_WORK REQUEST:_
Somewhere below are a line with "12V9h3v3zM5 12V6h3v6zM10 12V3h3v9zM15" and a later line with "2 1 2 8 2 1". Output exactly those lines and all lines between them.

[Saved data entries]
--- START ---
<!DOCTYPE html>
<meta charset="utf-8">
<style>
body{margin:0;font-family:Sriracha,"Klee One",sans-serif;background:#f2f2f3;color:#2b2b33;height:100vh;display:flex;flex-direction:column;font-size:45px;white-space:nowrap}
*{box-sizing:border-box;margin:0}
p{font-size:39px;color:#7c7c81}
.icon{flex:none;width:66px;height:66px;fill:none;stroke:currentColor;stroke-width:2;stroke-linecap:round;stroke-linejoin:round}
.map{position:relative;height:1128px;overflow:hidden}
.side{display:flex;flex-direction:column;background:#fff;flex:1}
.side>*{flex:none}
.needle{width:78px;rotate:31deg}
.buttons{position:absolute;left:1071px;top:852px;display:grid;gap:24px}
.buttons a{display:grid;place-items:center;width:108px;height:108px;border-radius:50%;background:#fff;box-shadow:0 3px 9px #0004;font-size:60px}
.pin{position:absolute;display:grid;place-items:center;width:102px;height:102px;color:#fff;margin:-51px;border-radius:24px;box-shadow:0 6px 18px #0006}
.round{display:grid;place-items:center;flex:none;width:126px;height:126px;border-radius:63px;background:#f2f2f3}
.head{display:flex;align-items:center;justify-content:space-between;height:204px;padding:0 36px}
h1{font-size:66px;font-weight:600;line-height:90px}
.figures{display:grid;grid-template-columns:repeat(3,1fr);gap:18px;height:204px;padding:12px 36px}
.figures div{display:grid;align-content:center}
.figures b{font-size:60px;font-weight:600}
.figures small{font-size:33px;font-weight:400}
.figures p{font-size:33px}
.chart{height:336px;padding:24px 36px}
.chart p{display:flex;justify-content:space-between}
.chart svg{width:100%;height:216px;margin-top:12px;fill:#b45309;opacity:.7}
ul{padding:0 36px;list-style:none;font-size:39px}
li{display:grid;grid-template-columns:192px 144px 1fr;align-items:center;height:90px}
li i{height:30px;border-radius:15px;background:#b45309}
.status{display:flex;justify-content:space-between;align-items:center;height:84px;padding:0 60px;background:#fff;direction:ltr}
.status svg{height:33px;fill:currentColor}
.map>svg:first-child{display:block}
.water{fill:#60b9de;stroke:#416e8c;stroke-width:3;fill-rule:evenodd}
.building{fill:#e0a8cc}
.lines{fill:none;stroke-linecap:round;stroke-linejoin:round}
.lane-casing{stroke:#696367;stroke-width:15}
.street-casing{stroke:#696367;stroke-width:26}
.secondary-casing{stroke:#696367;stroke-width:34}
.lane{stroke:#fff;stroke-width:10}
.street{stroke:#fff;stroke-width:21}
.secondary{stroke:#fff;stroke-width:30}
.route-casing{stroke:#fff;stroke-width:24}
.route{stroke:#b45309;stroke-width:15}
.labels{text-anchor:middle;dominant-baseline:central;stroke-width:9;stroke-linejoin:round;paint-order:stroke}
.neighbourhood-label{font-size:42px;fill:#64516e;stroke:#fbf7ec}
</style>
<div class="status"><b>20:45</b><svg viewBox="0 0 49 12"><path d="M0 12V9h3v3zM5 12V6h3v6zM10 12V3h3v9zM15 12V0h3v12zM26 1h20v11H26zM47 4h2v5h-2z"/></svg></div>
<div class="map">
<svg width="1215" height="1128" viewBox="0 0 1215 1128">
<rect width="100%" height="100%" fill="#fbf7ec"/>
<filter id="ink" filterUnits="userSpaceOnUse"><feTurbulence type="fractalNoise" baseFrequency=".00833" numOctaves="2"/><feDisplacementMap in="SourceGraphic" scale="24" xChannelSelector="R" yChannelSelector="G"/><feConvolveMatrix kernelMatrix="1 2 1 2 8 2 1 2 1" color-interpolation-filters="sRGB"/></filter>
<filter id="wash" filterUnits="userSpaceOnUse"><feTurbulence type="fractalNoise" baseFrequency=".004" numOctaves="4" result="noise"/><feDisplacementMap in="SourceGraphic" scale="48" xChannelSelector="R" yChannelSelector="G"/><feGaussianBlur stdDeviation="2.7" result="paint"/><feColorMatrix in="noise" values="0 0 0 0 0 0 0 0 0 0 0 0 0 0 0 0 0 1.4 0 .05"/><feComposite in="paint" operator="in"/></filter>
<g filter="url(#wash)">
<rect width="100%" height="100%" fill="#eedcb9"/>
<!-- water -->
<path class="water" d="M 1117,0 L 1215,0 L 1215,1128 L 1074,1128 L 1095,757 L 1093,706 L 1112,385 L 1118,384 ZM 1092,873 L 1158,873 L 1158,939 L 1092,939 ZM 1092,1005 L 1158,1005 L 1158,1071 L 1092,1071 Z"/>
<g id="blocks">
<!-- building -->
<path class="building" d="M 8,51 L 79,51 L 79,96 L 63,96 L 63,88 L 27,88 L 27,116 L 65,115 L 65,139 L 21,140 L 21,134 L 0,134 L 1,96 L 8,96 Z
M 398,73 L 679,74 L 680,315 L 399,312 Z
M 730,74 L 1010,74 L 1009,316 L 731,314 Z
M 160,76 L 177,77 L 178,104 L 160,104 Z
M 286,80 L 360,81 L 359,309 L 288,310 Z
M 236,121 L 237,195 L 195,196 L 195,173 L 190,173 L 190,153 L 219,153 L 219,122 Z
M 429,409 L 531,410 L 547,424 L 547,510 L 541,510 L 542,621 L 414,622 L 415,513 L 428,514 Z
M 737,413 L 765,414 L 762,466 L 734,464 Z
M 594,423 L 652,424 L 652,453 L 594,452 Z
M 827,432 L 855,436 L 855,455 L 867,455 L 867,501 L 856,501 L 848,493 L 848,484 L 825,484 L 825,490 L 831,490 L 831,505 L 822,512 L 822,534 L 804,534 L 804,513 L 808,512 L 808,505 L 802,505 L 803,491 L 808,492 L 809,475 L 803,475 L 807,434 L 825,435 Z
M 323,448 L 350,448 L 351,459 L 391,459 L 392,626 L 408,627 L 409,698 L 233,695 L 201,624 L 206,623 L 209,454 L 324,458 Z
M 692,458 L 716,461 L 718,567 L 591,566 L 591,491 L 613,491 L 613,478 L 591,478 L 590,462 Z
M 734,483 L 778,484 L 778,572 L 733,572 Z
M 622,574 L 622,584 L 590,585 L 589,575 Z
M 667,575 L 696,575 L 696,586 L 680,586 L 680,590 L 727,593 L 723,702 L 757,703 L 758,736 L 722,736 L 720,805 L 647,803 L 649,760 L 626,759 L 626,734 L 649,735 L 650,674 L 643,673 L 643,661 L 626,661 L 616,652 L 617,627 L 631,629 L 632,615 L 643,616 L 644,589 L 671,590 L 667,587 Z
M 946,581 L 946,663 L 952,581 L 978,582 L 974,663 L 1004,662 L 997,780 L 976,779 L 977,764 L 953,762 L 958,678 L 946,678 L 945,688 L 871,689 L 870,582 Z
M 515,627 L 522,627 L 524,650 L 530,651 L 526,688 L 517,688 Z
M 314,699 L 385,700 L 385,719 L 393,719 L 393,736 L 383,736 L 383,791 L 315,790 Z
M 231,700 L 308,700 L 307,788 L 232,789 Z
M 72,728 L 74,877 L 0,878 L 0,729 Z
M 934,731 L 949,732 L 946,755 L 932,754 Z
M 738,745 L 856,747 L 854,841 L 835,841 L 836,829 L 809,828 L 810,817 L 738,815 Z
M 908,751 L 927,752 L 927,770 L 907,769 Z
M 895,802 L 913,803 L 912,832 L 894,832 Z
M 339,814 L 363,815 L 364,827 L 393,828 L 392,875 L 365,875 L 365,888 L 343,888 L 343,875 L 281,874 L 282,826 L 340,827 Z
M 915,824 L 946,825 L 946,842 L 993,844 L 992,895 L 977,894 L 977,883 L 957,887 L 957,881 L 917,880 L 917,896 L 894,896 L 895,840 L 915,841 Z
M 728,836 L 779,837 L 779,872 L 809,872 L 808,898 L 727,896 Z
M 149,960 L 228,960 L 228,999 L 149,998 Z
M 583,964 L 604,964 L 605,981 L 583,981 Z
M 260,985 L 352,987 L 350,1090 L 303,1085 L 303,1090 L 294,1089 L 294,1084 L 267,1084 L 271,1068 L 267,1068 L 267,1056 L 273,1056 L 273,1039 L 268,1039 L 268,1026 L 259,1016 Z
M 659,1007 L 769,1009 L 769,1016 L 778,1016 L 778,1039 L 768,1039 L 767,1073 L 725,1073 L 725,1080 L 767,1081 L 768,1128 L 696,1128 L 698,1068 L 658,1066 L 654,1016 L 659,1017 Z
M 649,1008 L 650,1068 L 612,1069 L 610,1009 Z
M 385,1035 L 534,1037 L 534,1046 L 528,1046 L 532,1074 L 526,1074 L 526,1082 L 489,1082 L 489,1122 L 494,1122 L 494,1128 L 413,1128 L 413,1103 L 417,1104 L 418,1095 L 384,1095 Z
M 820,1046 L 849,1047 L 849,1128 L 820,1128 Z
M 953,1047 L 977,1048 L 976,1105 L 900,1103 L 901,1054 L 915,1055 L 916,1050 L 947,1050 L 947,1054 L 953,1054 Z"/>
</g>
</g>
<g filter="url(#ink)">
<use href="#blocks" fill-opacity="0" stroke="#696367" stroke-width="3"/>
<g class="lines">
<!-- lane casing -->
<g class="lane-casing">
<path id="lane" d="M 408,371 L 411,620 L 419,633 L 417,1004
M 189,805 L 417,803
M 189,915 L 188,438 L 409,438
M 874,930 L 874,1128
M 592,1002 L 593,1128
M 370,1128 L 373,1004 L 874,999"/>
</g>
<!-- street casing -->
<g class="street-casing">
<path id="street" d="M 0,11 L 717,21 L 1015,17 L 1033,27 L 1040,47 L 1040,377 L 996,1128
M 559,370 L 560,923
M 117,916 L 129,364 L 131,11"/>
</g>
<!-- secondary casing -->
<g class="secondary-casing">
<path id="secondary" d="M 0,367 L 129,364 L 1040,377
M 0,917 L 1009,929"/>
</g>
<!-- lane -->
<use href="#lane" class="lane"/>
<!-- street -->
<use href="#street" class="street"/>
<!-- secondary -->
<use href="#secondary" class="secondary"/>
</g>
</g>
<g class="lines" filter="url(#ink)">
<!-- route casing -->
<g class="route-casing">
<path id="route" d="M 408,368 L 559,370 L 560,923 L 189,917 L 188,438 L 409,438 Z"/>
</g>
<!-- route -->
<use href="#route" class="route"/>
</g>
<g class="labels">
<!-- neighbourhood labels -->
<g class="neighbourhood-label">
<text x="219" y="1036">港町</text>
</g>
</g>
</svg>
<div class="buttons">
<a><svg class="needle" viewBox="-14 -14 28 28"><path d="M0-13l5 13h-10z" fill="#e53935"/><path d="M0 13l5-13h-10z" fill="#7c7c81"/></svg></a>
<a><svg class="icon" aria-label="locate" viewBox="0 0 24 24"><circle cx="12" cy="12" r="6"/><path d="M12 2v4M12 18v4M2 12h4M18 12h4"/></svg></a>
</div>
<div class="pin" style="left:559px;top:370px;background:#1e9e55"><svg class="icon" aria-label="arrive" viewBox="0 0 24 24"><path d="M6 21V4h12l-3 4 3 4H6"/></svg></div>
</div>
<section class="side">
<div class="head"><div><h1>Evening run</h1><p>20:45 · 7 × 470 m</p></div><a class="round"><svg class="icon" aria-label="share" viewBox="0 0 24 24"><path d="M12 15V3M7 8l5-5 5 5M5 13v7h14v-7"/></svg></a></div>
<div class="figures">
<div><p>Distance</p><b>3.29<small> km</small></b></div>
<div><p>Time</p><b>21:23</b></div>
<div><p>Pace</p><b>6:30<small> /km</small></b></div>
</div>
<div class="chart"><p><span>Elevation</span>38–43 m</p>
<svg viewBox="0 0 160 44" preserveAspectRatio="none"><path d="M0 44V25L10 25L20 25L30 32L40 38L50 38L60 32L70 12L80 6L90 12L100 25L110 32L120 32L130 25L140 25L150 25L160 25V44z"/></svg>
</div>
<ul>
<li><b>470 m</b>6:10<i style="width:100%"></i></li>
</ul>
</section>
--- END ---
_WRITTEN RESPONSE:_
<div class="status"><b>20:45</b><svg viewBox="0 0 49 12"><path d="M0 12V9h3v3zM5 12V6h3v6zM10 12V3h3v9zM15 12V0h3v12zM26 1h20v11H26zM47 4h2v5h-2z"/></svg></div>
<div class="map">
<svg width="1215" height="1128" viewBox="0 0 1215 1128">
<rect width="100%" height="100%" fill="#fbf7ec"/>
<filter id="ink" filterUnits="userSpaceOnUse"><feTurbulence type="fractalNoise" baseFrequency=".00833" numOctaves="2"/><feDisplacementMap in="SourceGraphic" scale="24" xChannelSelector="R" yChannelSelector="G"/><feConvolveMatrix kernelMatrix="1 2 1 2 8 2 1 2 1" color-interpolation-filters="sRGB"/></filter>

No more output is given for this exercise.